• [WHAT THIS TASK INVOLVES] Return exactly the lines of the entries, from the one with "Instruction: Parse the" to the last.

Stored entries:
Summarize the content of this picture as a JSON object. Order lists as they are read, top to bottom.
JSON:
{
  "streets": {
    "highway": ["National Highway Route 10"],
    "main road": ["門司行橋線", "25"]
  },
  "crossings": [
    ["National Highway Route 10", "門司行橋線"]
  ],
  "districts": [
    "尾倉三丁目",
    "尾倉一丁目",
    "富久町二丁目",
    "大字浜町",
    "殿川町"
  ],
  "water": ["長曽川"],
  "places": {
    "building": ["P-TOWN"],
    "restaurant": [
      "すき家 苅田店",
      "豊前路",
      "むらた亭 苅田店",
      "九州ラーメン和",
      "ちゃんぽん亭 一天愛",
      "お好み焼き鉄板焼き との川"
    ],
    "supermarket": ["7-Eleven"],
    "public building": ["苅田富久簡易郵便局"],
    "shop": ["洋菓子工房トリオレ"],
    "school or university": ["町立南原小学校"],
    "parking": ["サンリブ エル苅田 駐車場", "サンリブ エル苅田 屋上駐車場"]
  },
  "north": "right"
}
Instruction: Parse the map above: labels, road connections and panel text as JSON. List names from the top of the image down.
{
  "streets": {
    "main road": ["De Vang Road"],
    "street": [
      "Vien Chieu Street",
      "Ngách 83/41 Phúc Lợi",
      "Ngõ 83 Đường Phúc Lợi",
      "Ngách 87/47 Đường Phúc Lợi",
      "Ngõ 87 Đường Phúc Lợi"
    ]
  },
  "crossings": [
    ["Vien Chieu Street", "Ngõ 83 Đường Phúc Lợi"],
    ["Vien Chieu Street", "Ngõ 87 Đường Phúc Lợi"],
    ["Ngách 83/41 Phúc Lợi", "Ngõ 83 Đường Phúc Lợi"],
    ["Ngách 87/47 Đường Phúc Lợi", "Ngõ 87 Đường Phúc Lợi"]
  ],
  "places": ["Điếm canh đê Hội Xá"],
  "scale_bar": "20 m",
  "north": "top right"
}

• [WRITTEN ANSWER]
Instruction: Parse the map above: labels, road connections and panel text as JSON. List names from the top of the image down.
{
  "streets": {
    "main road": ["De Vang Road"],
    "street": [
      "Vien Chieu Street",
      "Ngách 83/41 Phúc Lợi",
      "Ngõ 83 Đường Phúc Lợi",
      "Ngách 87/47 Đường Phúc Lợi",
      "Ngõ 87 Đường Phúc Lợi"
    ]
  },
  "crossings": [
    ["Vien Chieu Street", "Ngõ 83 Đường Phúc Lợi"],
    ["Vien Chieu Street", "Ngõ 87 Đường Phúc Lợi"],
    ["Ngách 83/41 Phúc Lợi", "Ngõ 83 Đường Phúc Lợi"],
    ["Ngách 87/47 Đường Phúc Lợi", "Ngõ 87 Đường Phúc Lợi"]
  ],
  "places": ["Điếm canh đê Hội Xá"],
  "scale_bar": "20 m",
  "north": "top right"
}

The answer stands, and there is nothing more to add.